1. The Morse pair potential#

For a pair at separation r with contact distance sigma = r_i + r_j, the Morse energy is

U(r) = epsilon * ((1 - exp(-alpha (r - sigma)))^2 - 1) * S(r)

a well of depth epsilon and width set by alpha, minimized exactly at r = sigma. S(r) is a smooth multiplicative cutoff (the jax-md form) that switches the interaction off between r_onset_frac * sigma and r_cutoff_frac * sigma, so the cutoff is size-relative and the energy stays continuous. Let's plot the energy and the pair force F = -U'(r) for a unit contact distance.

pot = Morse()  # defaults: epsilon=3.0, alpha=2.8, r_onset_frac=1.5, r_cutoff_frac=2.5
sigma, eps, alpha = 1.0, pot.epsilon, pot.alpha

r = jnp.linspace(0.55, 3.0, 500)
U = jax.vmap(lambda rr: pot.pair_energy(rr, sigma, eps, alpha))(r)
F = -jax.vmap(jax.grad(lambda rr: pot.pair_energy(rr, sigma, eps, alpha)))(r)

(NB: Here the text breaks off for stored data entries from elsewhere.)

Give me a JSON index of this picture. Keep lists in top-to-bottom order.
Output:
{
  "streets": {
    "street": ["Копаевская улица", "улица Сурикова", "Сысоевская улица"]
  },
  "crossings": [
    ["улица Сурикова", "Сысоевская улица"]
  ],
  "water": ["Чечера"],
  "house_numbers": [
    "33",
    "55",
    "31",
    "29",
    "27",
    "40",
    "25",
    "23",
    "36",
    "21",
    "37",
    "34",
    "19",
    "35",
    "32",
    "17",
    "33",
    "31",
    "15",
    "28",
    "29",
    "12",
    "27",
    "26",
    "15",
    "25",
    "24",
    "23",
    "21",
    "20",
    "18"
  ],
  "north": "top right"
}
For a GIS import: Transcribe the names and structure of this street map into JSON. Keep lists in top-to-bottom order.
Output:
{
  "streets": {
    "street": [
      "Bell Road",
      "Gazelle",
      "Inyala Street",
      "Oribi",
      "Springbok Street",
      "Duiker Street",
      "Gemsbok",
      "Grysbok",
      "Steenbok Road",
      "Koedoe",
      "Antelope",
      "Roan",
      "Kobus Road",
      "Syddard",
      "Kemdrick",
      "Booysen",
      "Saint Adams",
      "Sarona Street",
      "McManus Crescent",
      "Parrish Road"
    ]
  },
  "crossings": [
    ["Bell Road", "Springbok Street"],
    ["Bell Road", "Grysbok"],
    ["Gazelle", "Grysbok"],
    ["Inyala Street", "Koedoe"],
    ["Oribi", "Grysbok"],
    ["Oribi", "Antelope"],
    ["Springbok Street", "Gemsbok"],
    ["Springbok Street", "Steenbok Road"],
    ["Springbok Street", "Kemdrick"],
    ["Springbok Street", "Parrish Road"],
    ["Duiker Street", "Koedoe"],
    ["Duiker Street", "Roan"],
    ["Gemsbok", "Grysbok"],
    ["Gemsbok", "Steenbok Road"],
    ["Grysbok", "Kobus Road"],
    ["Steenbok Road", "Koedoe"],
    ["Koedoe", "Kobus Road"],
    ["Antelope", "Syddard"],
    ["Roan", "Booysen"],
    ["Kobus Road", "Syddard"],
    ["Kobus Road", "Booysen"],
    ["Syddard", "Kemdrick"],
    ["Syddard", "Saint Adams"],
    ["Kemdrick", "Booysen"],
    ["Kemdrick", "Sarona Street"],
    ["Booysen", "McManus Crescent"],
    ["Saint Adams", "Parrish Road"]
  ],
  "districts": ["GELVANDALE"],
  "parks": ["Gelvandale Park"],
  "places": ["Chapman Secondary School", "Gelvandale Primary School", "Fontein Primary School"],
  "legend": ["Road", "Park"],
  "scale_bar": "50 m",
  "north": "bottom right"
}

fig, (a0, a1) = plt.subplots(1, 2, figsize=(11, 4))
a0.plot(r, U, color='tab:blue')
a0.axhline(0, color='0.7', lw=0.8)
a0.axvline(sigma, color='tab:green', ls=':', label='sigma (contact / well)')
a0.axvline(pot.r_onset_frac * sigma, color='tab:orange', ls='--', label='cutoff onset')
a0.axvline(pot.r_cutoff_frac * sigma, color='tab:red', ls='--', label='cutoff end')
a0.set(xlabel='separation r', ylabel='U(r)', title='Morse energy')
a0.legend(fontsize=8)

a1.plot(r, F, color='tab:purple')
a1.axhline(0, color='0.7', lw=0.8)
a1.axvline(sigma, color='tab:green', ls=':')
a1.set(xlabel='separation r', ylabel='F(r) = -U\'(r)', title='Morse pair force')
a1.annotate('repulsion (F>0)', (0.62, F[0] * 0.5), fontsize=8)
a1.annotate('attraction (F<0)', (1.35, F.min() * 0.6), fontsize=8)
fig.tight_layout()
plt.show()

print('well minimum near r =', float(r[jnp.argmin(U)]), '(sigma =', sigma, ')')

img

well minimum near r = 1.0017034068136272 (sigma = 1.0 )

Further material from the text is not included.